The sole answer should be the number of lines in the material below that hold "sizing".

◆ **MATERIALS PROVIDED**:
........

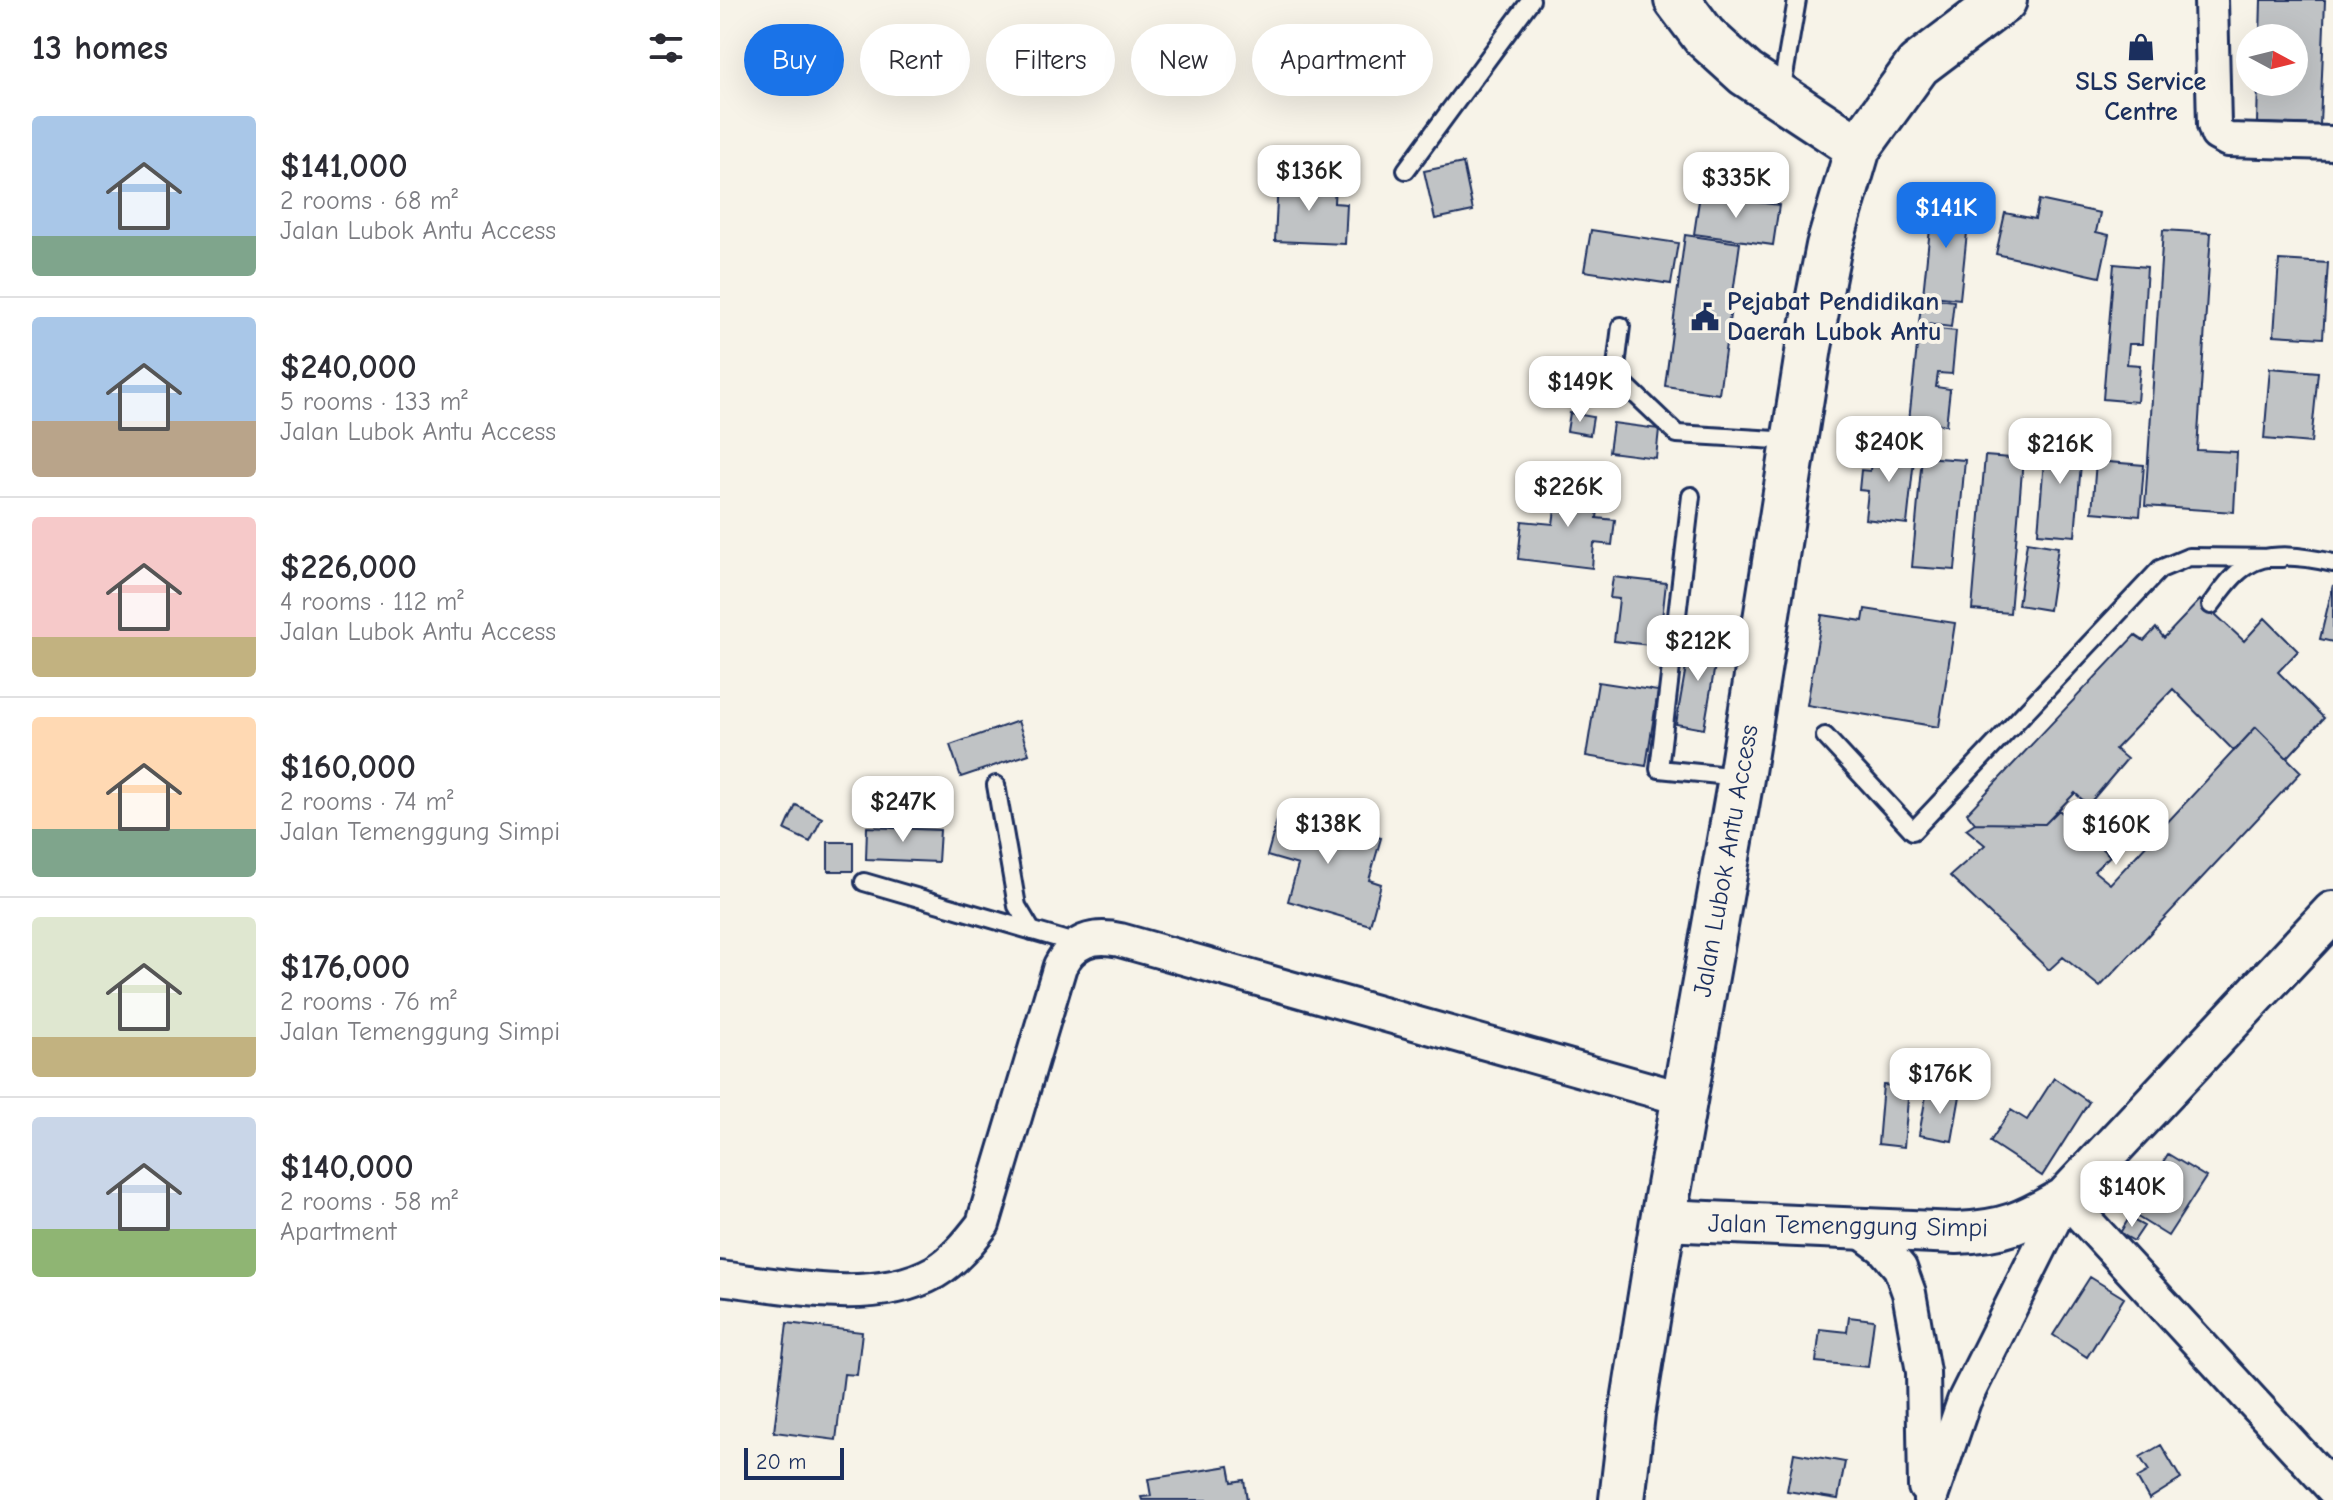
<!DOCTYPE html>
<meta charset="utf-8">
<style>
body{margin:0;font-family:"Comic Neue",sans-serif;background:#f2f2f3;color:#2b2b33;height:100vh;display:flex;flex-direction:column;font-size:30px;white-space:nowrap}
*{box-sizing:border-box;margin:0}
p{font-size:26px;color:#7c7c81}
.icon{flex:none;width:44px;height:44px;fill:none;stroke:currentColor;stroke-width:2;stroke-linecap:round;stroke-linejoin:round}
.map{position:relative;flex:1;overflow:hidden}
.side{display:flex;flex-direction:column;background:#fff;width:720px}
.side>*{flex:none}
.guide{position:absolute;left:24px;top:24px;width:760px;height:72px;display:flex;gap:16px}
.needle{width:52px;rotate:97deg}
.buttons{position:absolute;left:1516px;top:24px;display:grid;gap:16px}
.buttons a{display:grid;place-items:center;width:72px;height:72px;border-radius:50%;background:#fff;box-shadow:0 8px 32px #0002;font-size:40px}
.scale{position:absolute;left:24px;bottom:20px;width:100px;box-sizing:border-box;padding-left:8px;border:4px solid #1b2f5e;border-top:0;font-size:22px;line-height:28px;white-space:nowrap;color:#1b2f5e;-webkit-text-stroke:6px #f7f3e8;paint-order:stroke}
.price{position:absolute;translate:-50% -68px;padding:0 18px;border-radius:16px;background:#fff;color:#222;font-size:26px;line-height:52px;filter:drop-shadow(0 2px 4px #0008)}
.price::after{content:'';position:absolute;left:50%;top:48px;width:24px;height:18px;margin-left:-12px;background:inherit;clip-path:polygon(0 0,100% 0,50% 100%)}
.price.on{background:#1a73e8;color:#fff}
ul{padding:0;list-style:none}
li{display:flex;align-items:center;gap:24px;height:200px;padding:0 32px}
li+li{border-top:2px solid #e1e1e2}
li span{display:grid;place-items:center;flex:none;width:224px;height:160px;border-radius:8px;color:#555}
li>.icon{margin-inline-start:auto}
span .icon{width:96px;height:96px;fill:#fffc;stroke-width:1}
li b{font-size:34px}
h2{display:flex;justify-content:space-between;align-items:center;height:96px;padding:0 32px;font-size:34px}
.chip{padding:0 28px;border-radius:36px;background:#fff;box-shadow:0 8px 32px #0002;font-size:28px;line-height:72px}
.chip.on{background:#1a73e8;color:#fff}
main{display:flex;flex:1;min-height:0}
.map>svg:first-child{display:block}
.building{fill:#c0c3c5;stroke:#1b2f5e;stroke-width:2}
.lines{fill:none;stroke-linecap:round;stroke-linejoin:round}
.service-casing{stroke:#1b2f5e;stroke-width:22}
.minor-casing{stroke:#1b2f5e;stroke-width:38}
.tertiary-casing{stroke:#1b2f5e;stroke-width:46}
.secondary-casing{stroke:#1b2f5e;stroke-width:50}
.primary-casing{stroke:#1b2f5e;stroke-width:50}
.service{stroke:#f7f3e8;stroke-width:16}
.minor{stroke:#f7f3e8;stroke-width:32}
.tertiary{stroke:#f7f3e8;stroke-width:40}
.secondary{stroke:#f7f3e8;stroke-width:44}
.primary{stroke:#f7f3e8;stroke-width:44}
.labels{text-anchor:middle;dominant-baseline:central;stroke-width:8;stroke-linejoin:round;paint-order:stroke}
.poi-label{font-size:26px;font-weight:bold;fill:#1b2f5e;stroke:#f7f3e8}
.street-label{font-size:26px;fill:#1b2f5e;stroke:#f7f3e8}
</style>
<main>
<section class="side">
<h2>13 homes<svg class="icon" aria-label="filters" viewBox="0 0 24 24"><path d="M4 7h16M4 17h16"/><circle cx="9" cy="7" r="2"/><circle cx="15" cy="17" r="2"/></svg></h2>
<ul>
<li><span style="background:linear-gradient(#a9c7e8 75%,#7fa58c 0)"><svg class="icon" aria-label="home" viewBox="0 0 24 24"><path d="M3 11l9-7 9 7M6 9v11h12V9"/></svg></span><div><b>$141,000</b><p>2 rooms · 68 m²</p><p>Jalan Lubok Antu Access</p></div></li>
<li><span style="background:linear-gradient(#a9c7e8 65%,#b9a48a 0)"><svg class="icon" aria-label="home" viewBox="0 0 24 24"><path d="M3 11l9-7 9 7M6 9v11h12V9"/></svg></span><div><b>$240,000</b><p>5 rooms · 133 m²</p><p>Jalan Lubok Antu Access</p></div></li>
<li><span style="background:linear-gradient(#f6c9c9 75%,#c2b280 0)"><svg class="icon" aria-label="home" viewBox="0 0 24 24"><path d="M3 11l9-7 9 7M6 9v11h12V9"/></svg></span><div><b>$226,000</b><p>4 rooms · 112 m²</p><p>Jalan Lubok Antu Access</p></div></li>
<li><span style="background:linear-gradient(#ffd9b3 70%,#7fa58c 0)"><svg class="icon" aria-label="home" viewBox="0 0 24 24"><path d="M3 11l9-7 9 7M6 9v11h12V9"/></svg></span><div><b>$160,000</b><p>2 rooms · 74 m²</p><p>Jalan Temenggung Simpi</p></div></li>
<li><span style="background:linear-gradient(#dfe7d0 75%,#c2b280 0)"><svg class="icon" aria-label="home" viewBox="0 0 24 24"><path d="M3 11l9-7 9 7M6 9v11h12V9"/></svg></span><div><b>$176,000</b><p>2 rooms · 76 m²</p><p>Jalan Temenggung Simpi</p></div></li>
<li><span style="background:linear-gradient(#c9d6e8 70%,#8fb573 0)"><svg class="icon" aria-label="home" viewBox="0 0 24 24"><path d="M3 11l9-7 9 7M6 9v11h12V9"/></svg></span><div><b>$140,000</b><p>2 rooms · 58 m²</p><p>Apartment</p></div></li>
</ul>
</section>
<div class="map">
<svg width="1613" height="1500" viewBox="0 0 1613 1500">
<rect width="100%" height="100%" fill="#f7f3e8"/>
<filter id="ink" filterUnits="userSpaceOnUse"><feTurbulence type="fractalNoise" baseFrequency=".0125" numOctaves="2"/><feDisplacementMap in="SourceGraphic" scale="16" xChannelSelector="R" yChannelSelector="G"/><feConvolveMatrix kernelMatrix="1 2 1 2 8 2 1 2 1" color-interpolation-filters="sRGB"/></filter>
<g filter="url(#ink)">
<path class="building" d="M1541,0H1605L1600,125L1537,123L1538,82H1574V38H1540Z
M743,163L753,211L715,219L704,171Z
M558,180L615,183L614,203L627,204L625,244L555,241Z
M980,194L1059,205L1053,245L974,234Z
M1213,200L1250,204L1240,299L1203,295Z
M1319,200L1380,213L1376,232L1389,235L1380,277L1276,254L1285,213L1315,219Z
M871,230L958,243L951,284L864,271Z
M1443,230L1491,233L1477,450L1517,452L1514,512L1425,506Z
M965,235L1020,243L999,394L945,386Z
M1559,260L1608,263L1603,338L1554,335Z
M1394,264L1427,267L1422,344H1409L1407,364L1420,365L1417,402L1383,399Z
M1202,297L1234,301L1231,327L1199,323Z
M1199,327L1236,331L1232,374L1218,373L1216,387L1230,389L1226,425L1189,421Z
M1550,368L1598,372L1591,443L1544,439Z
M850,413L873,417L870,435L847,431Z
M893,423L939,429L936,458L889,452Z
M1326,436L1363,439L1355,536L1318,533Z
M1152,446L1195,450L1187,524L1145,519L1148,491L1139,490L1141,470L1150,471Z
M1265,456L1303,459L1290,613L1252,610Z
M1202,457L1245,460L1235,570L1192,567Z
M1376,461L1424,465L1420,516L1372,512Z
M839,481L881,486L877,518L895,520L892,545L874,543L872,568L798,559L802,521L833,524Z
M1307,542L1338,547L1329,610L1298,605Z
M893,577L946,583L939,646L894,641L899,599L890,598Z
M1613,585V642L1600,639Z
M1480,600L1524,641L1545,618L1578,651L1558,672L1604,718L1567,758L1536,727L1514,751L1453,689L1395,749L1407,759L1368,805L1355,793L1325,824L1255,823L1247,813L1415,635L1424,641L1436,628L1444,638Z
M1145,609L1235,623L1219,727L1087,705L1102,615L1143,621Z
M971,638L999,642L984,729L956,724Z
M878,682L938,691L926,766L866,756Z
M298,721L309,754L241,777L230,745Z
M1536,727L1581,772L1380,987L1343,957L1329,970L1230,876L1265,845L1246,829L1255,823L1325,824L1339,810L1390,856L1374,871L1390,884Z
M76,805L102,818L90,842L65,830Z
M560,810L661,838L649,880L661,884L650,925L568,901L578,865L547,856Z
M147,827L220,830L218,862L146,859Z
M108,842H133V871H108Z
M1334,1078L1369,1102L1322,1176L1270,1142L1291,1110L1307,1120Z
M1163,1085L1189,1087L1184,1147L1158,1144Z
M1207,1090L1240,1096L1232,1141L1199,1135Z
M1448,1154L1486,1177L1448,1236L1411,1213Z
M1409,1218L1424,1226L1414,1241L1400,1233Z
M1370,1277L1404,1298L1367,1357L1333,1335Z
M1129,1317L1154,1320L1148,1367L1096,1362L1100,1329L1127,1332Z
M67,1323L142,1332L137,1375L124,1374L116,1440L54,1432Z
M1441,1445L1461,1479L1429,1499L1417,1478L1429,1471L1420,1457Z
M1074,1453L1125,1462L1118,1499L1067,1491Z
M509,1466L512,1482L524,1480L527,1500H422L421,1497L431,1496L428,1479Z"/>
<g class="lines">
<defs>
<path id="service" d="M1061,93L1077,0
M686,170L811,0
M901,326L895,375L957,434L1073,441
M971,496L939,769L1019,777
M1491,605C1501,592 1511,576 1525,567C1548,550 1587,557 1613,563
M1105,736L1193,831L1440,569L1469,557L1563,558
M276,785L297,906L312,931
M144,882L358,944"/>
<path id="minor" d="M1491,0L1494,125L1497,134L1508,140L1613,143
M1140,1231L1163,1248L1180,1268L1189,1293L1203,1372L1205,1487
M0,1278C65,1286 155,1306 215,1272C235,1260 249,1242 263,1224L340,966C353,941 373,934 400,940L964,1099
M1210,1500L1244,1401L1345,1198L1613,1489"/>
<path id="tertiary" d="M943,1220L1237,1233C1285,1231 1304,1222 1345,1198L1613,912"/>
<path id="secondary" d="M957,0L984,36L1026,74L1138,148"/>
<path id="primary" d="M902,1500L912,1414L943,1220L1021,778L1089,347L1109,246L1138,148L1198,65L1284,0"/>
</defs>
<use href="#service" class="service-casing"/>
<use href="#minor" class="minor-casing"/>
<use href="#tertiary" class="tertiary-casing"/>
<use href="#secondary" class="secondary-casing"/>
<use href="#primary" class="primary-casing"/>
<use href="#service" class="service"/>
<use href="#minor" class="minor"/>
<use href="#tertiary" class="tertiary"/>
<use href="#secondary" class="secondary"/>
<use href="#primary" class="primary"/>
</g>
</g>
<defs>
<symbol id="shop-bare" viewBox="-9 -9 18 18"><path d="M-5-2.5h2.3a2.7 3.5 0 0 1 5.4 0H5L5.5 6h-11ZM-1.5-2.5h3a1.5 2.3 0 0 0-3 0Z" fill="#1b2f5e" stroke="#f7f3e8" stroke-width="2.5" paint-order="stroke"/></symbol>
<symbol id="civic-bare" viewBox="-9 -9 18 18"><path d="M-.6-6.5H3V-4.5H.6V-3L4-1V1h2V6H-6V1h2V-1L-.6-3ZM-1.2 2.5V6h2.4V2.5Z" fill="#1b2f5e" stroke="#f7f3e8" stroke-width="2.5" paint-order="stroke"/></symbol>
</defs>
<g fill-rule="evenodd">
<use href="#shop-bare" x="1401" y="27" width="40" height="40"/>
<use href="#civic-bare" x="965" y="297" width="40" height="40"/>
</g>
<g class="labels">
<g class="poi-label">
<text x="1421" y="82">SLS Service<tspan x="1421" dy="30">Centre</tspan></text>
<text x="1007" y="302" text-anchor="start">Pejabat Pendidikan<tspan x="1007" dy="30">Daerah Lubok Antu</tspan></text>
</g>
<g class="street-label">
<text transform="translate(1006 861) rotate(-80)">Jalan Lubok Antu Access</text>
<text transform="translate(1128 1226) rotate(1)">Jalan Temenggung Simpi</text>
</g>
</g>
</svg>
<div class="buttons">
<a><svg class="needle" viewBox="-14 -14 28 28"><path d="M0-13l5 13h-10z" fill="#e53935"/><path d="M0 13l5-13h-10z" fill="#7c7c81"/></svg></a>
</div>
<div class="scale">20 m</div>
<b class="price" style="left:589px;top:213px">$136K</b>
<b class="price" style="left:1016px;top:220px">$335K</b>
<b class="price on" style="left:1226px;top:250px">$141K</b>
<b class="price" style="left:860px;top:424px">$149K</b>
<b class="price" style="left:1169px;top:484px">$240K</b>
<b class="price" style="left:1340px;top:486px">$216K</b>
<b class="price" style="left:848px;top:529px">$226K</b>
<b class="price" style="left:978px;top:683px">$212K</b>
<b class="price" style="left:183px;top:844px">$247K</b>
<b class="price" style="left:608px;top:866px">$138K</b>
<b class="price" style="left:1396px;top:867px">$160K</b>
<b class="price" style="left:1220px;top:1116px">$176K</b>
<b class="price" style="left:1412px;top:1229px">$140K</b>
<div class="guide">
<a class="chip on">Buy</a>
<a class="chip">Rent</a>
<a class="chip">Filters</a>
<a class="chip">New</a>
<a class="chip">Apartment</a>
</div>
</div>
</main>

........

◆ **TASK RESULT**: 2